I remember Kyle saying that he grumbled at him, but he knew that he had to move forward. It’s false humility to think otherwise.
So, for him, that was a turning point in his journey. I think that what we can all glean from him and the film is that the confrontation of self that leads to the forgiveness of self, leads to healing, which leads to freedom. Then you are free to honour your friends in a way that’s fitting and not self-destructive.
In this case though, I certainly related to Kyle. Merit is 93% him – his words. His life, exactly as it happened.”
O-C: Your cast is amazing. What a privilege it must have been. Can you share with us what it was like sharing the camera with talents like Morgan (Freeman), Ed (Harris) and Natalie (Morales)?
MARTIN-GREEN: Well, I have been saying this entire time that Natalie Morales is a brilliant tactician. She is a precision craftswoman. She understands the moment with a laser point accuracy.
I’m so impressed and inspired by her. I’m so grateful that she carries the light and the joy of the film. Utkarsh (Ambudkar) does that as well. He brings that joy too. He is peeking open the blinds and letting the sun shine in.

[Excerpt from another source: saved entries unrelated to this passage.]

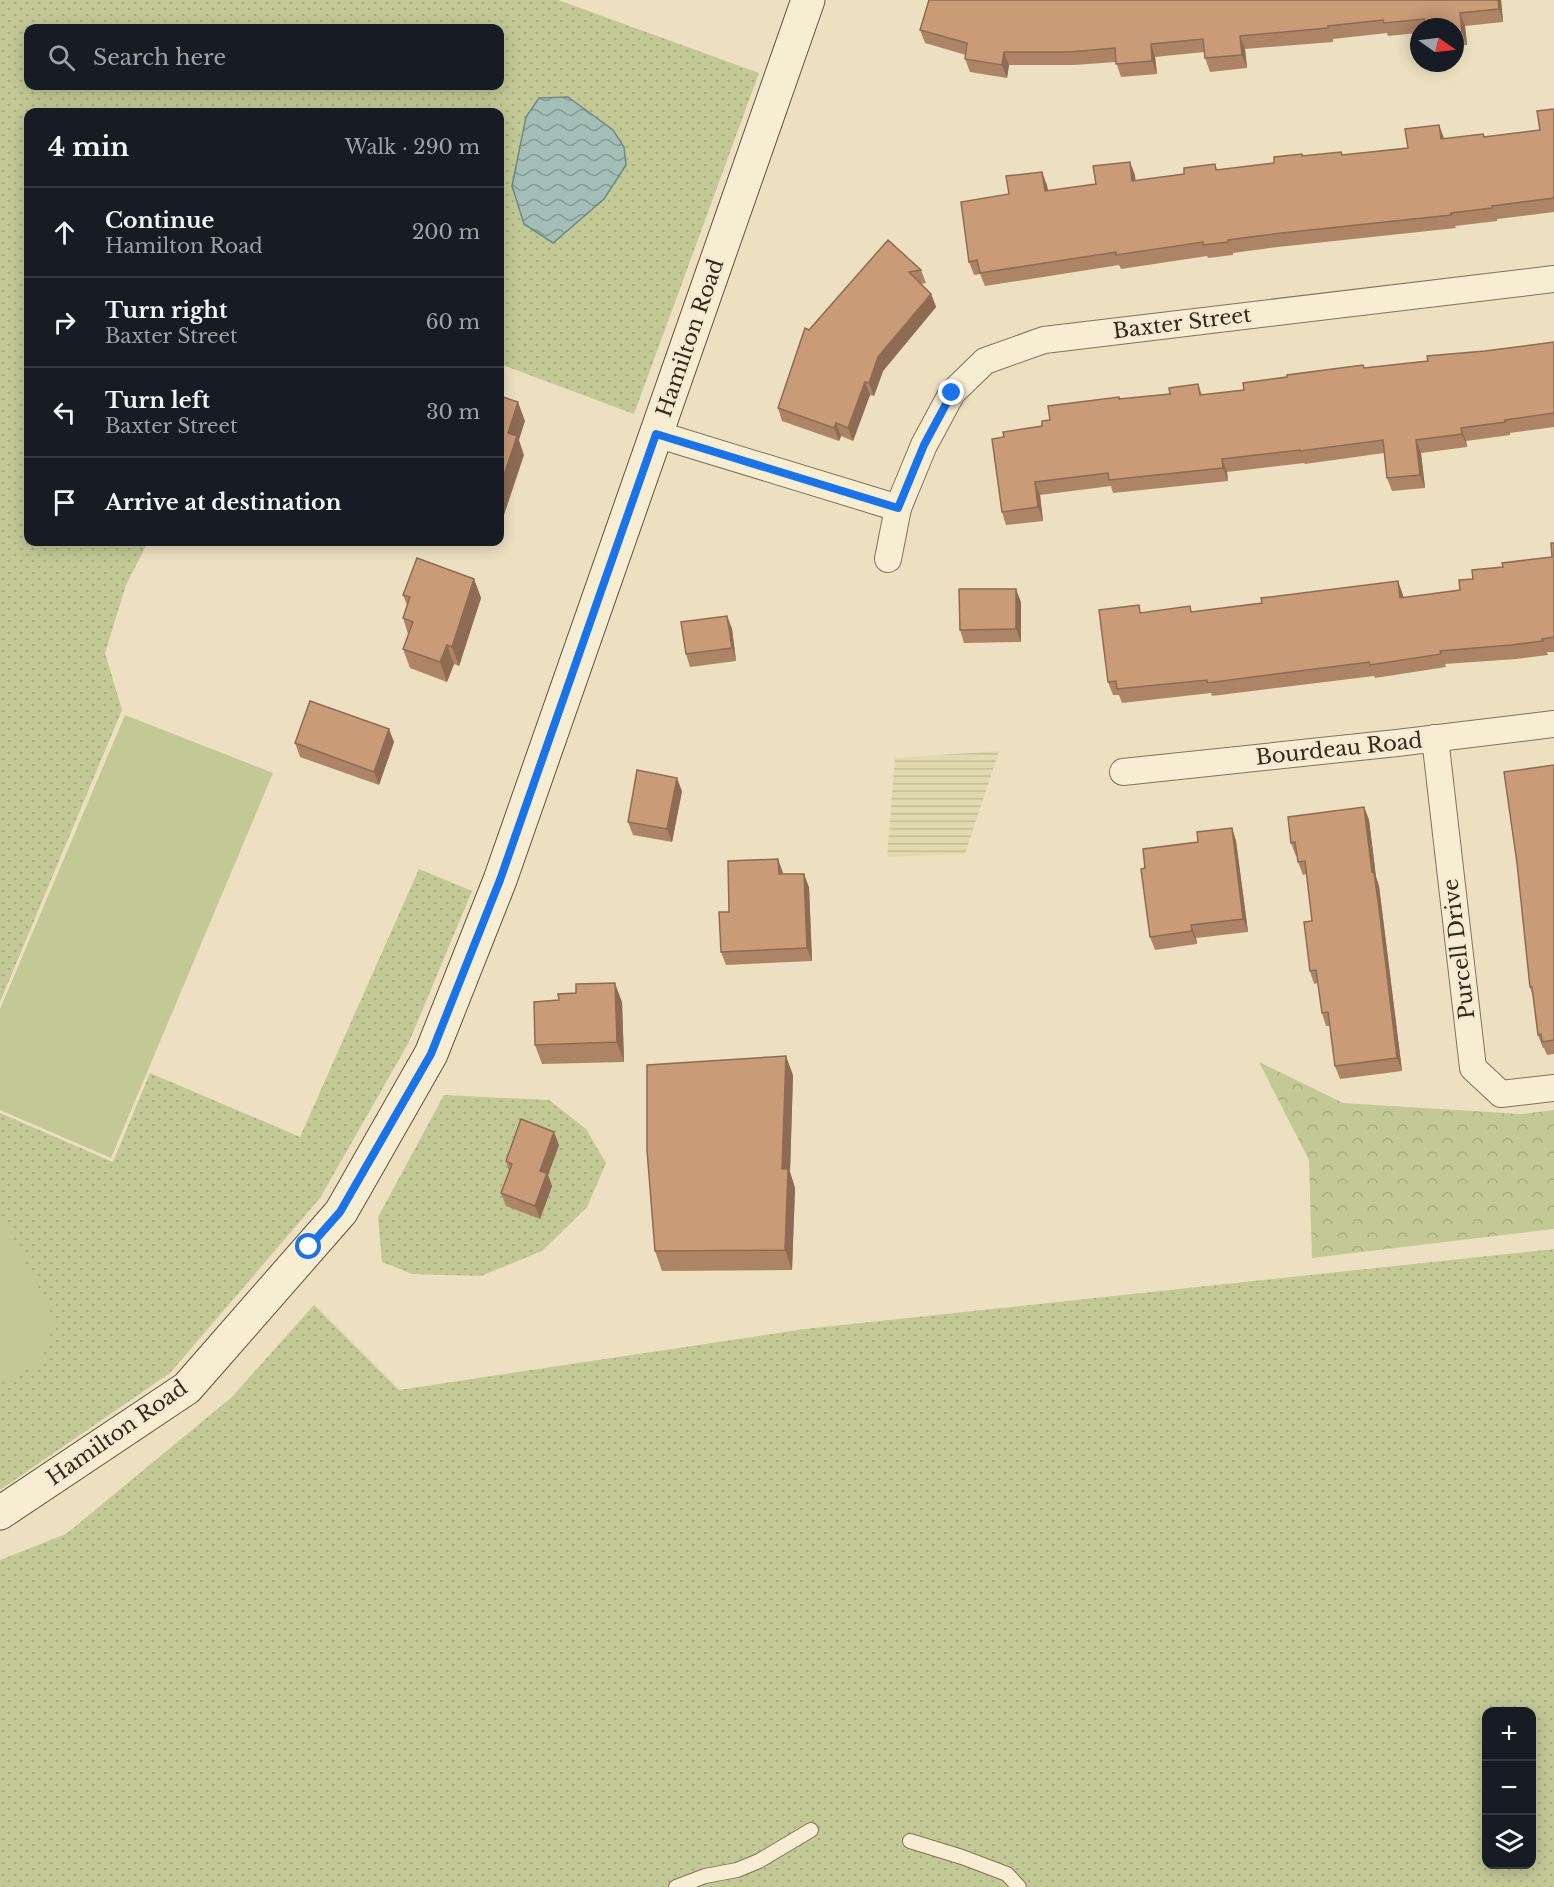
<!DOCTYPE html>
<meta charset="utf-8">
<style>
:root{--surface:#171b24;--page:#20242c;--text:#f1f3f6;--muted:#9ea1a6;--line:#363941}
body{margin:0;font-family:"Libre Baskerville",serif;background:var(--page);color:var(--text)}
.controls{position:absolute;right:18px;bottom:18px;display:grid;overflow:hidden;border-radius:12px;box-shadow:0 3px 15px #0003}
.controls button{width:54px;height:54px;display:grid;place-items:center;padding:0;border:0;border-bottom:2px solid var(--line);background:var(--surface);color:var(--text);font:30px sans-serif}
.compass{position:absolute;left:1410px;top:18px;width:54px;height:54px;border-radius:50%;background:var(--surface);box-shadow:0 3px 15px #0003;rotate:104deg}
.stop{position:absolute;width:18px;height:18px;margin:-14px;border:4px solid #1a73e8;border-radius:50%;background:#fff}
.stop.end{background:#1a73e8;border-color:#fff;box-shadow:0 2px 6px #0008}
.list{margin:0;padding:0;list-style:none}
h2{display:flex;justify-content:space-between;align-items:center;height:78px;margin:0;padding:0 24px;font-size:26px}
h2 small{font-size:20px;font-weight:400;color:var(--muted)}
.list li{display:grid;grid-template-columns:39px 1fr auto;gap:18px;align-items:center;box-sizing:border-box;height:90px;padding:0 24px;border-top:2px solid var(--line)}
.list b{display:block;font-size:22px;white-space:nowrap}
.list p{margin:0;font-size:20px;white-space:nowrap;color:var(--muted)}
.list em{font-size:20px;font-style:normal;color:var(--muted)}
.icon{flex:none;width:33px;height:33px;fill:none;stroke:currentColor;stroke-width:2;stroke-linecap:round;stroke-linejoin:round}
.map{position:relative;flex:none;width:1554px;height:1887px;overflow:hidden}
.search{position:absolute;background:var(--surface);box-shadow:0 3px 15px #0003;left:24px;top:24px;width:480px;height:66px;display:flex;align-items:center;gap:15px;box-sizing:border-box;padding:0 21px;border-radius:12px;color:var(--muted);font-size:22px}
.panel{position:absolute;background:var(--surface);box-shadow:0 3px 15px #0003;left:24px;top:108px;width:480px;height:438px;border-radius:12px}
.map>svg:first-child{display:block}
.farmland{fill:url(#farmland-rules)}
.grass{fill:url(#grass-dots);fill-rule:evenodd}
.forest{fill:url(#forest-crowns)}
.park{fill:#c2c995}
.water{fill:url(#water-waves);stroke:#6b8b84;stroke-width:1.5}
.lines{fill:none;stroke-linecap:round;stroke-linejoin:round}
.lane-casing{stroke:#847159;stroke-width:16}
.street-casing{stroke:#847159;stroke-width:28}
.secondary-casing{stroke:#66523c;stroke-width:35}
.lane{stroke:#f7edd3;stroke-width:14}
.street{stroke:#f7edd3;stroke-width:26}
.secondary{stroke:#f7edd3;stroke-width:33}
.wall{fill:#ad8566}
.shaded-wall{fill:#8d6c53}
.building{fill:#c99b77;stroke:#8d6c53;stroke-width:1.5}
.route{stroke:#1a73e8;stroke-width:8}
.labels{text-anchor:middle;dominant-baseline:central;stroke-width:4.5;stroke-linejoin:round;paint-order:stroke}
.street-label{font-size:21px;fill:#34291d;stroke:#f4ead0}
</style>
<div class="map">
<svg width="1554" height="1887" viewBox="0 0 1554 1887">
<defs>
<pattern id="farmland-rules" width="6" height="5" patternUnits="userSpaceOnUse" patternTransform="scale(1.5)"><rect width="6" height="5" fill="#e1daae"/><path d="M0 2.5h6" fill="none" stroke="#c2bb95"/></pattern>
<pattern id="grass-dots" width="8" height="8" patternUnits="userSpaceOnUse" patternTransform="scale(1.5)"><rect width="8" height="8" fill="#c2c995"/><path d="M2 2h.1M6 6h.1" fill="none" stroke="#a7ad80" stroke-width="1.8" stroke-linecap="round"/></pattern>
<pattern id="forest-crowns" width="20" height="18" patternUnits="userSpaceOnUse" patternTransform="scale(1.5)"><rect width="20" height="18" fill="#c2c995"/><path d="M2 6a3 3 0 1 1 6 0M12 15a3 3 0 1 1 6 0" fill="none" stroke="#a7ad80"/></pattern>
<pattern id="water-waves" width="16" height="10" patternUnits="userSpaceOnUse" patternTransform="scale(1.5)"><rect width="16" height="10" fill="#a3beb7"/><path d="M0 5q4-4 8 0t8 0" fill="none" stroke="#869a94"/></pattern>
</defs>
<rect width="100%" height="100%" fill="#ece0c0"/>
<!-- farmland -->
<path class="farmland" d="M 999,751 L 965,854 L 887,857 L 895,758 Z"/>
<!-- grass -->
<g class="grass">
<path d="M 0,0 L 558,0 L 759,73 L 634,414 L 500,364 L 500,112 L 28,112 L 28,542 L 148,542 L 126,585 L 105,653 L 122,710 L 0,1002 ZM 28,28 L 500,28 L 500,86 L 28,86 Z"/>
<path d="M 419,869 L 472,891 L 409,1042 L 320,1198 L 170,1373 L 0,1490 L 0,1113 L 113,1162 L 150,1073 L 300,1137 Z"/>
<path d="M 444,1095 L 549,1100 L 586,1129 L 606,1163 L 587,1207 L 542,1251 L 481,1276 L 412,1274 L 382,1262 L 378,1217 Z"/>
<path d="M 1554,1249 L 1554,1887 L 0,1887 L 0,1560 L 66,1534 L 232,1397 L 314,1305 L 399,1390 L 805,1329 ZM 1486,1712 L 1532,1712 L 1532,1864 L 1486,1864 Z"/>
</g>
<!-- forest -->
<path class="forest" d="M 1259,1062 L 1343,1103 L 1521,1114 L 1554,1110 L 1554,1229 L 1312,1258 L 1309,1160 Z"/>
<!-- park -->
<g class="park">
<path d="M 125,715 L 273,773 L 111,1158 L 0,1110 L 0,1009 Z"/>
<path d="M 0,1213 L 55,1321 L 40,1364 L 0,1382 Z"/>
</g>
<!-- water -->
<path class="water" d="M 568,97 L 613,130 L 624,147 L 626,165 L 604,199 L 553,243 L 524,224 L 512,186 L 526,117 L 539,98 Z"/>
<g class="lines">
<!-- lane casing -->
<g class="lane-casing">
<g id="lane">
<path d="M 910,1841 L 962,1857 L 1007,1874 L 1019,1887"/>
<path d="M 676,1887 L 705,1876 L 737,1870 L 759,1861 L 811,1830"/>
</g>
</g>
<!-- street casing -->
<g class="street-casing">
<g id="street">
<path d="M 656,434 L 898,508"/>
<path d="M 888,559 L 898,508 L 924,445 L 952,393 L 985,361 L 1044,340 L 1554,279"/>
<path d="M 1435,738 L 1473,1068 L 1501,1094 L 1554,1088"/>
<path d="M 1123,772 L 1397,743 L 1554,724"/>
</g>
</g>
<!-- secondary casing -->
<g class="secondary-casing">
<path id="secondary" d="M 0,1513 L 187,1388 L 341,1212 L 431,1054 L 500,880 L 808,0"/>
</g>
<!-- lane -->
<use href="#lane" class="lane"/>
<!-- street -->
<use href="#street" class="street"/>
<!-- secondary -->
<use href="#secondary" class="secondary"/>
</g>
<!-- wall -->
<g class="wall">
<path d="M 929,0 L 1501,0 L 1503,22 L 1465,26 L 1467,45 L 1455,46 L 1455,27 L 1419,27 L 1419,33 L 1388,36 L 1387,33 L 1333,39 L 1333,42 L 1245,49 L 1247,68 L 1210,72 L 1205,58 L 1204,52 L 1155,57 L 1157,74 L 1121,77 L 1116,62 L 1074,65 L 1009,65 L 1007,78 L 970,72 L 965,59 L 966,55 L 925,43 L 920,30 Z"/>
<path d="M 1554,109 L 1554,212 L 1497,219 L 1497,221 L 1455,226 L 1456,228 L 1278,247 L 1233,253 L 1233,255 L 1208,258 L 1207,256 L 1121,269 L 1119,265 L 985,286 L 980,274 L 974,275 L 969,262 L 1009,194 L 1047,185 L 1048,191 L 1096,184 L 1135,175 L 1135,181 L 1184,174 L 1215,164 L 1217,170 L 1274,163 L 1303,156 L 1343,155 L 1408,148 L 1444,139 L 1483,134 L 1484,137 L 1540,130 Z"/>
<path d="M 888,240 L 921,270 L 926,283 L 921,284 L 931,294 L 936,307 L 883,371 L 874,396 L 870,395 L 853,441 L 841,436 L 839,441 L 782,421 L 778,408 L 809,330 Z"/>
<path d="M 1554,342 L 1554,427 L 1510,433 L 1510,435 L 1466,441 L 1467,447 L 1421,453 L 1425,488 L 1392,491 L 1387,478 L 1384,453 L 1305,464 L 1304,463 L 1227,472 L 1228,481 L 1113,493 L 1111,486 L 1040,495 L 1043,521 L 1006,525 L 1002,512 L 1004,437 L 1042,426 L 1050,420 L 1120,399 L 1170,394 L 1198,384 L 1202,395 L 1244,390 L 1364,368 L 1428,361 L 1485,351 Z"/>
<path d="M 1554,543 L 1554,652 L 1547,652 L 1548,655 L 1516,659 L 1445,664 L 1446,667 L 1375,678 L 1374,676 L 1212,696 L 1211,693 L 1122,703 L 1119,695 L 1113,695 L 1108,682 L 1142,612 L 1192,612 L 1403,595 L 1404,598 L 1460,590 L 1473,579 L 1503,567 L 1552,557 Z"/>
<path d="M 474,579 L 481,598 L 459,666 L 454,664 L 447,682 L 410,668 L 403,649 L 408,634 L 403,618 L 407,605 L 403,595 Z"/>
<path d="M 1021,602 L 1021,642 L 964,643 L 960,630 Z"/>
<path d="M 727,616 L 732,629 L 736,661 L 690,667 L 686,654 Z"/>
<path d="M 394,742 L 379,785 L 300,757 L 295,743 Z"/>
<path d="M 1554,765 L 1554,1054 L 1547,1055 L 1544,1048 L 1543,1048 L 1538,1035 L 1533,997 L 1530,987 Z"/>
<path d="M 682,791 L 672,842 L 633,835 L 628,822 Z"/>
<path d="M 1364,807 L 1369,820 L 1376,877 L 1379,886 L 1402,1071 L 1340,1079 L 1335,1066 L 1330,1026 L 1326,1026 L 1322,1013 L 1318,983 L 1314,984 L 1310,971 L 1312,921 L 1307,874 L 1303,875 L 1298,862 L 1297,856 L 1296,856 L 1291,843 Z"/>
<path d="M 1232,828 L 1236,841 L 1248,932 L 1196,938 L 1197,944 L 1155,950 L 1150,937 L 1145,868 L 1198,842 Z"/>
<path d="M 778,859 L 783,874 L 809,887 L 812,961 L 726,965 L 721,952 L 729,912 Z"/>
<path d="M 622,1002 L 624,1062 L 542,1064 L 535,1045 Z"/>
<path d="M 793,1075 L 790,1172 L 795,1188 L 792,1270 L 662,1271 L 655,1251 Z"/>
<path d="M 559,1145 L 548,1175 L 552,1186 L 540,1219 L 506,1206 L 501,1193 L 509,1171 L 506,1161 Z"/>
</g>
<!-- shaded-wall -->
<g class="shaded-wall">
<path d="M 1498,0 L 1501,0 L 1503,22 L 1499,9 Z"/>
<path d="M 1460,13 L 1465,26 L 1467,45 L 1462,32 Z"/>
<path d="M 1240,36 L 1245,49 L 1247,68 L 1242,55 Z"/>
<path d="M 1151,44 L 1155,57 L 1157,74 L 1152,61 Z"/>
<path d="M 1004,52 L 1009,65 L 1007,78 L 1002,65 Z"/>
<path d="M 1439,125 L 1444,138 L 1446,152 L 1441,139 Z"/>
<path d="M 1130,162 L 1135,175 L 1137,194 L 1132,181 Z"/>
<path d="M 1042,172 L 1047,185 L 1050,204 L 1045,191 Z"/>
<path d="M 931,294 L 936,307 L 883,371 L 874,396 L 869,383 L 878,357 Z"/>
<path d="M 865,382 L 870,395 L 853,441 L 848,428 Z"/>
<path d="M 518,402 L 525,421 L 519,440 L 524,455 L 503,518 L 500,509 L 500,487 L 508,433 Z"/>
<path d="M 836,423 L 841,436 L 839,441 L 834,428 Z"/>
<path d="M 1461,428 L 1466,441 L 1467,447 L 1462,434 Z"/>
<path d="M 1416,440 L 1421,453 L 1425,488 L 1420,475 Z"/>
<path d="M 1222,459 L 1227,472 L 1228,481 L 1223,468 Z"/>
<path d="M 1035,482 L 1040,495 L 1043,521 L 1038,507 Z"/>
<path d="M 474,579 L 481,598 L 459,666 L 452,647 Z"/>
<path d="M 1398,581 L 1403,595 L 1405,612 L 1400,598 Z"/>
<path d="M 1016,589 L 1021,602 L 1021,642 L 1016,629 Z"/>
<path d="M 727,616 L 732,629 L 736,661 L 732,648 Z"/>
<path d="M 447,645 L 454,664 L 447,682 L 440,662 Z"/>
<path d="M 389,729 L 394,742 L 379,785 L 374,772 Z"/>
<path d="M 677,778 L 682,791 L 672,842 L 667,829 Z"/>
<path d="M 1364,807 L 1369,820 L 1376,877 L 1379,886 L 1402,1071 L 1397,1058 Z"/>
<path d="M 1232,828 L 1236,841 L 1248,932 L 1243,919 Z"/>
<path d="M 778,859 L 783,873 L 783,887 L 779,874 Z"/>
<path d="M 804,874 L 809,887 L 812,961 L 807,948 Z"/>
<path d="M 1191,925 L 1196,938 L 1197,944 L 1192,931 Z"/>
<path d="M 615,983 L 622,1002 L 624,1062 L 617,1042 Z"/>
<path d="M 786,1056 L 793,1075 L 790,1172 L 795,1188 L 792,1270 L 785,1250 L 782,1169 Z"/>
<path d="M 554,1132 L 559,1145 L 548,1175 L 552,1186 L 540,1219 L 535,1206 L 540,1171 Z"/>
</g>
<!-- building -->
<g class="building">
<path d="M 929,0 L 1498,0 L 1499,9 L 1460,13 L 1462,32 L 1455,32 L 1455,27 L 1425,27 L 1424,19 L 1384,23 L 1383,20 L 1328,26 L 1328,28 L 1240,36 L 1242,55 L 1205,58 L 1203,39 L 1151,44 L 1152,61 L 1116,64 L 1115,48 L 1069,52 L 1004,52 L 1002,65 L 965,59 L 967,43 L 920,30 Z"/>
<path d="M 1554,109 L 1554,198 L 1492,206 L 1492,208 L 1451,213 L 1451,215 L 1273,234 L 1228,240 L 1228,242 L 1203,245 L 1203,242 L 1116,255 L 1116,252 L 980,273 L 977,260 L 969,262 L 961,202 L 1009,194 L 1006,176 L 1042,172 L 1045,191 L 1096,184 L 1093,166 L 1130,162 L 1132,181 L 1184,174 L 1184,168 L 1215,164 L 1216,170 L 1274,163 L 1274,157 L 1302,154 L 1302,156 L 1341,152 L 1342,155 L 1408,148 L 1405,129 L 1439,125 L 1441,139 L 1483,134 L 1484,137 L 1540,130 L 1537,111 Z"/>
<path d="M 888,240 L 921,270 L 909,272 L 931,294 L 878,357 L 869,383 L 865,382 L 848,428 L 836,423 L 834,428 L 778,408 L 805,328 L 809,330 Z"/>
<path d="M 1554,342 L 1554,413 L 1505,420 L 1505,422 L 1461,428 L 1462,434 L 1416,440 L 1420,475 L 1387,478 L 1383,440 L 1300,451 L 1300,450 L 1222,459 L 1223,468 L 1109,480 L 1108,473 L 1035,482 L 1038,507 L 1002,512 L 992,439 L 1004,437 L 1003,432 L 1042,426 L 1042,421 L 1050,420 L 1048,406 L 1119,397 L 1119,399 L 1170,394 L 1169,388 L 1198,384 L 1200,395 L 1244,390 L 1243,383 L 1287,377 L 1287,375 L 1363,365 L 1364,368 L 1428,361 L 1427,356 L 1485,351 Z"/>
<path d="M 500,396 L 518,402 L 508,433 L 517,436 L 500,487 Z"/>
<path d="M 1551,543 L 1554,543 L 1554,637 L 1542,639 L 1543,641 L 1511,645 L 1440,651 L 1441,654 L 1370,665 L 1369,662 L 1207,683 L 1207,680 L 1117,689 L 1116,681 L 1108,682 L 1099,610 L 1139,605 L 1140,613 L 1190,606 L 1191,612 L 1262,603 L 1261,598 L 1398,581 L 1400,598 L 1460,590 L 1459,580 L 1473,579 L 1472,570 L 1503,567 L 1502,563 L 1552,557 Z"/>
<path d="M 417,558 L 474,579 L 452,647 L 447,645 L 440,662 L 403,649 L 413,622 L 403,618 L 410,597 L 403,595 Z"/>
<path d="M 959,589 L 1016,589 L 1016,629 L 960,630 Z"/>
<path d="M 727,616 L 732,648 L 686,654 L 681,622 Z"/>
<path d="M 310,701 L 389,729 L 374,772 L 295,743 Z"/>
<path d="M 1554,765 L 1554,1040 L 1542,1042 L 1541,1034 L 1538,1035 L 1532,987 L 1530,987 L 1517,863 L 1504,772 Z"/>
<path d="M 637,770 L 677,778 L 667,829 L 628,822 Z"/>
<path d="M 1364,807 L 1372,872 L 1374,873 L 1379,908 L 1397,1058 L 1335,1066 L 1328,1012 L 1322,1013 L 1316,970 L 1310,971 L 1304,922 L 1312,921 L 1305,861 L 1298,862 L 1295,842 L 1291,843 L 1288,817 Z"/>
<path d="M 1232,828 L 1243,919 L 1191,925 L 1192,931 L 1150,937 L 1141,869 L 1145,868 L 1143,849 L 1198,842 L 1197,832 Z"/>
<path d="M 778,859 L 779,874 L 804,874 L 807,948 L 721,952 L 719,912 L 729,912 L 728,861 Z"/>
<path d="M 615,983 L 617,1042 L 535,1045 L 534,1002 L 559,1000 L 558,994 L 576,993 L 576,984 Z"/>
<path d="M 786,1056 L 782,1169 L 788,1169 L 785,1250 L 655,1251 L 647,1150 L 647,1065 Z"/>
<path d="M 521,1119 L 554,1132 L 540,1171 L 547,1173 L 535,1206 L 501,1193 L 512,1164 L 506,1161 Z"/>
</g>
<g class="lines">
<!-- route -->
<path class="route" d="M 309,1247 L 340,1212 L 431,1054 L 500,880 L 656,434 L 898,508 L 924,445 L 952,393"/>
</g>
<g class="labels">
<!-- street labels -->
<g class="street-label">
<text transform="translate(1182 323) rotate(-7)">Baxter Street</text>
<text transform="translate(690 338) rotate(-71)">Hamilton Road</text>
<text transform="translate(1339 749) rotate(-6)">Bourdeau Road</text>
<text transform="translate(1459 949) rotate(-97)">Purcell Drive</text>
<text transform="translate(117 1433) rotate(-35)">Hamilton Road</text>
</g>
</g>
</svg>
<div class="controls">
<button>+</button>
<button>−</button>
<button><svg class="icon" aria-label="layers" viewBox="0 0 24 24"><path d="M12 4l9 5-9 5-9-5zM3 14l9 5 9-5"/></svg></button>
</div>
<svg class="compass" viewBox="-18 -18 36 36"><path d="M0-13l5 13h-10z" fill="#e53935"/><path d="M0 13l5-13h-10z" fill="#9ea1a6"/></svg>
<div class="stop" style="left:309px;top:1247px"></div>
<div class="stop end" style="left:952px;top:393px"></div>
<div class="search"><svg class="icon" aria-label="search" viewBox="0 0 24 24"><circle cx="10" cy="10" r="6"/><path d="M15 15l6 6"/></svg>Search here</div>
<section class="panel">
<h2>4 min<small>Walk · 290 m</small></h2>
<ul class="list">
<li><svg class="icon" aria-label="ahead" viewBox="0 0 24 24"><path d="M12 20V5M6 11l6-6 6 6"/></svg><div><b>Continue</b><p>Hamilton Road</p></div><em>200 m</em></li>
<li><svg class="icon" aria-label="right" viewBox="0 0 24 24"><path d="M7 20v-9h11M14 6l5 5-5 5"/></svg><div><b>Turn right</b><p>Baxter Street</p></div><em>60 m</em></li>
<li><svg class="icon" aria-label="left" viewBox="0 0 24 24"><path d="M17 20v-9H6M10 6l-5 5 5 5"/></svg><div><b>Turn left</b><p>Baxter Street</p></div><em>30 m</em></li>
<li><svg class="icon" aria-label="arrive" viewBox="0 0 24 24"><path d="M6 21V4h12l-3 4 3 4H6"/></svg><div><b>Arrive at destination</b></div></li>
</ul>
</section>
</div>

It’s so important what they do. Natalie’s and my chemistry was e-e-a-asy. I’ll never forget what I learned from Morgan and Ed.
I’m so grateful to Ed (who plays her grandfather) – I get so nervous when I’m around him! So, it’s easier for me to give him his flowers, better when he’s not there with me! I just want to rave about him. I could rave about him for a year and not be done! He opened himself up to me so I will always be grateful to him for that. He allowed me to come into his heart and said, “Come on in – let’s play together.”
Morgan graced us with his presence and I fee like I’ve loved Gloria my whole life. She had this fearsome vulnerability – I feel like we are succeeding though because of Kyle.
O-C: If there was a personal achievement out of this film for you, a sense of accomplishment, share with us what you think it was.
MARTIN-GREEN: I think it was what you started the interview with. Legit. It’s people telling me that they have seen themselves. That they have felt like they were encouraged to lean in, talk about it, lean into someone else and talk about it.
We have heard from so many veterans who say that they are going to talk about it. We have heard from different people who have their own touchpoints into their own stories but are touched nonetheless, that is all that matters. I’m so grateful for that. I’m honoured, I’m honoured, I’m honoured.